# OpenDataLoaderPDFLoader

Parse PDFs into LangChain `Document` objects for RAG pipelines.

**Features:**
- Accurate multi-column reading order (XY-Cut++ algorithm)
- Table extraction with structure preservation
- Multiple output formats: text, markdown, JSON, HTML
- 100% local processing — no cloud APIs
- Fast rule-based extraction, no GPU required

## Installation

Requires Java 11+ on your system PATH.

In [None]:
%pip install -qU langchain-opendataloader-pdf requests

## Quickstart

### Download Sample PDF

In [None]:
import requests
import tempfile
import os

url = "https://arxiv.org/pdf/2408.02509v1.pdf"

output_dir = tempfile.mkdtemp(dir=tempfile.gettempdir())
filename = os.path.basename(url)
save_path = os.path.join(output_dir, filename)

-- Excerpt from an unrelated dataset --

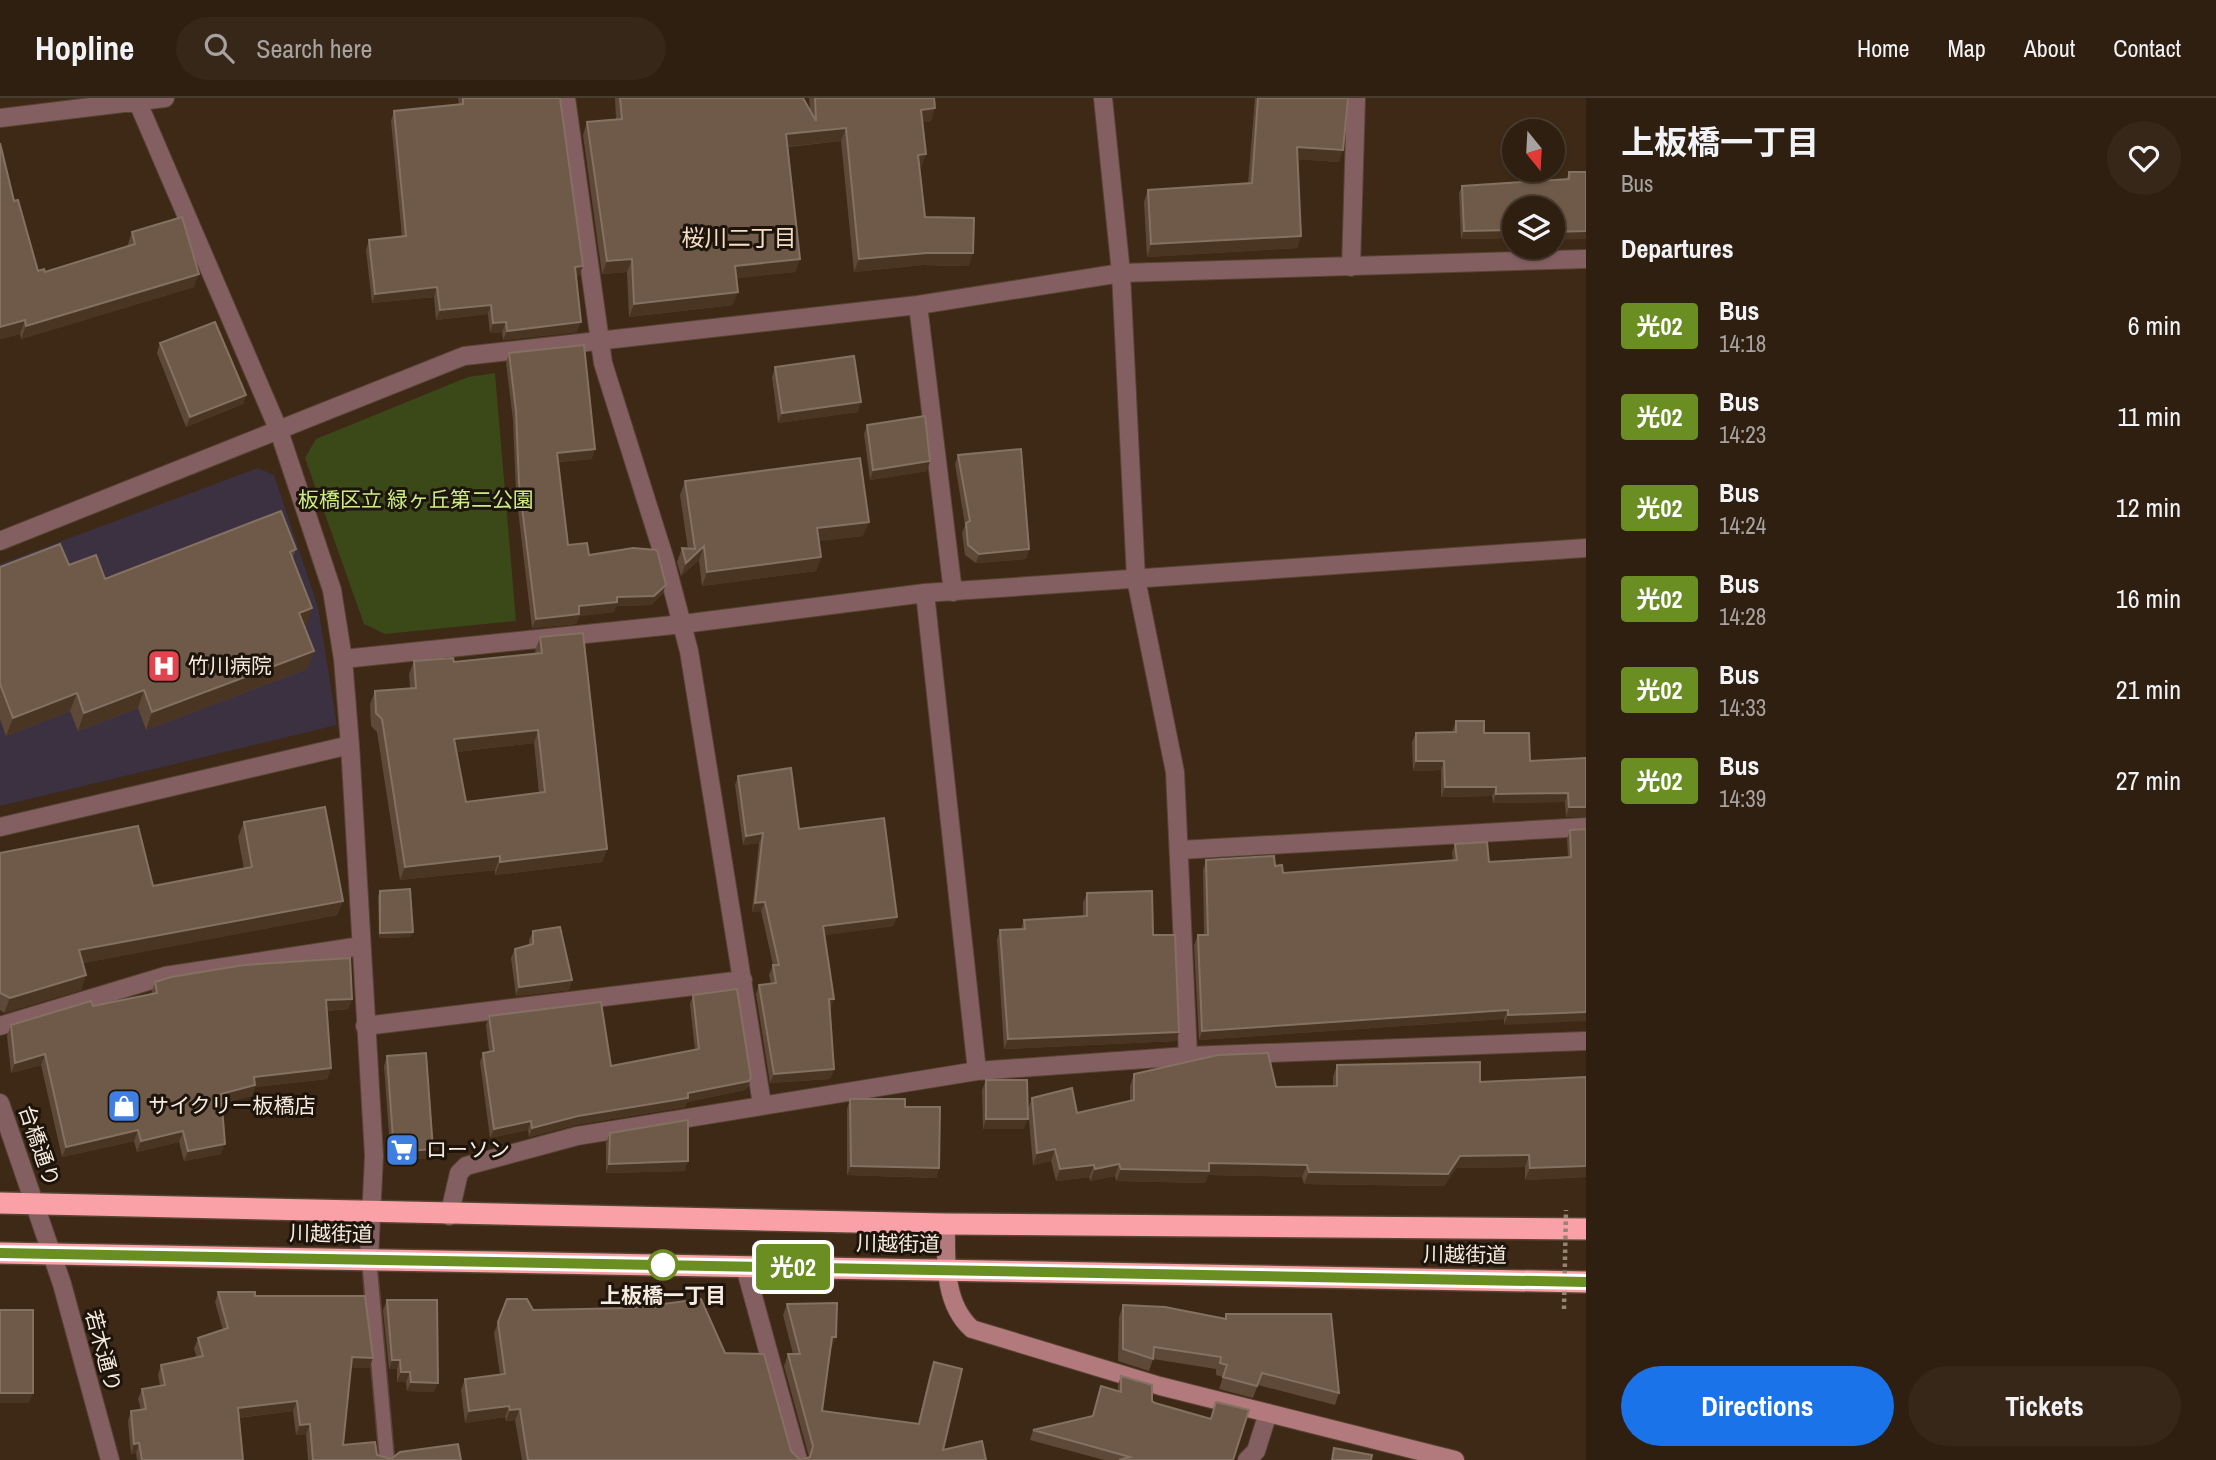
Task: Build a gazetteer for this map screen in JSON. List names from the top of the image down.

response = requests.get(url, stream=True)
with open(save_path, "wb") as f:
    for chunk in response.iter_content(chunk_size=8192):
        f.write(chunk)

print(f"Downloaded PDF to: {save_path}")

### Load documents with OpenDataLoaderPDFLoader

In [None]:
from langchain_opendataloader_pdf import OpenDataLoaderPDFLoader

# Basic usage - load as markdown
loader = OpenDataLoaderPDFLoader(
    file_path=save_path,
    format="markdown",
    quiet=True
)
documents = loader.load()

print(f"Loaded {len(documents)} document(s)")
print(f"Metadata: {documents[0].metadata}")
print(f"Content preview:\n{documents[0].page_content[:500]}...")

## Output Formats

Choose the format that best fits your use case:

In [None]:
# Plain text - best for simple RAG
loader_text = OpenDataLoaderPDFLoader(file_path=save_path, format="text", quiet=True)

# JSON - structured data with bounding boxes (for citations)
loader_json = OpenDataLoaderPDFLoader(file_path=save_path, format="json", quiet=True)

# HTML - styled output
loader_html = OpenDataLoaderPDFLoader(file_path=save_path, format="html", quiet=True)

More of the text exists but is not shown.